• DIRECTIONS
Each line below is to be copied exactly; images do not go into the copy.

[Stored data entries]

--- --- ---

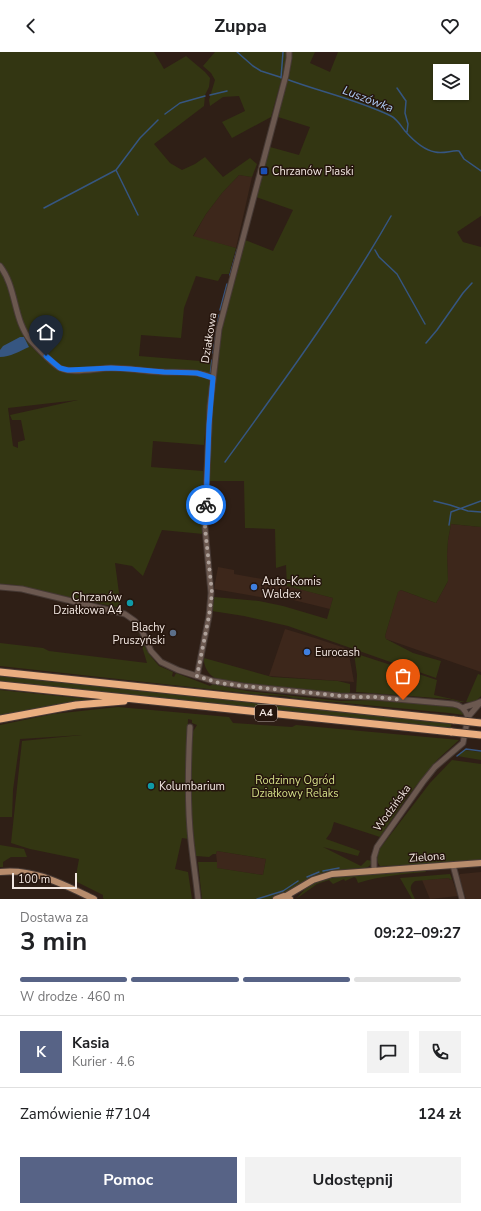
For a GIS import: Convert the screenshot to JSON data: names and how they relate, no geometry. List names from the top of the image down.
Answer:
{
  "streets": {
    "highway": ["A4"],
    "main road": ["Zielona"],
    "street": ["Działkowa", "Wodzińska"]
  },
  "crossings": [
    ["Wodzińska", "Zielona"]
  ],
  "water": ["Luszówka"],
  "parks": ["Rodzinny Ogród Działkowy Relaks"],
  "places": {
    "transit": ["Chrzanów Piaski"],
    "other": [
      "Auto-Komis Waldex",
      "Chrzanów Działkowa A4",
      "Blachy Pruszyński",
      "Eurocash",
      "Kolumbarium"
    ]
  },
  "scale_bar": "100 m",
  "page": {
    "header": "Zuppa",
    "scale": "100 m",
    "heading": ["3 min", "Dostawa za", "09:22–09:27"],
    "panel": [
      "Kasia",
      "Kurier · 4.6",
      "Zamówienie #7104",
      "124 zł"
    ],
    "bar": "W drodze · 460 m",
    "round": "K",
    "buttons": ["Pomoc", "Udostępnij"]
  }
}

--- --- ---

• YOUR SOLUTION
For a GIS import: Convert the screenshot to JSON data: names and how they relate, no geometry. List names from the top of the image down.
Answer:
{
  "streets": {
    "highway": ["A4"],
    "main road": ["Zielona"],
    "street": ["Działkowa", "Wodzińska"]
  },
  "crossings": [
    ["Wodzińska", "Zielona"]
  ],
  "water": ["Luszówka"],
  "parks": ["Rodzinny Ogród Działkowy Relaks"],
  "places": {
    "transit": ["Chrzanów Piaski"],
    "other": [
      "Auto-Komis Waldex",
      "Chrzanów Działkowa A4",
      "Blachy Pruszyński",
      "Eurocash",
      "Kolumbarium"
    ]
  },
  "scale_bar": "100 m",
  "page": {
    "header": "Zuppa",
    "scale": "100 m",
    "heading": ["3 min", "Dostawa za", "09:22–09:27"],
    "panel": [
      "Kasia",
      "Kurier · 4.6",
      "Zamówienie #7104",
      "124 zł"
    ],
    "bar": "W drodze · 460 m",
    "round": "K",
    "buttons": ["Pomoc", "Udostępnij"]
  }
}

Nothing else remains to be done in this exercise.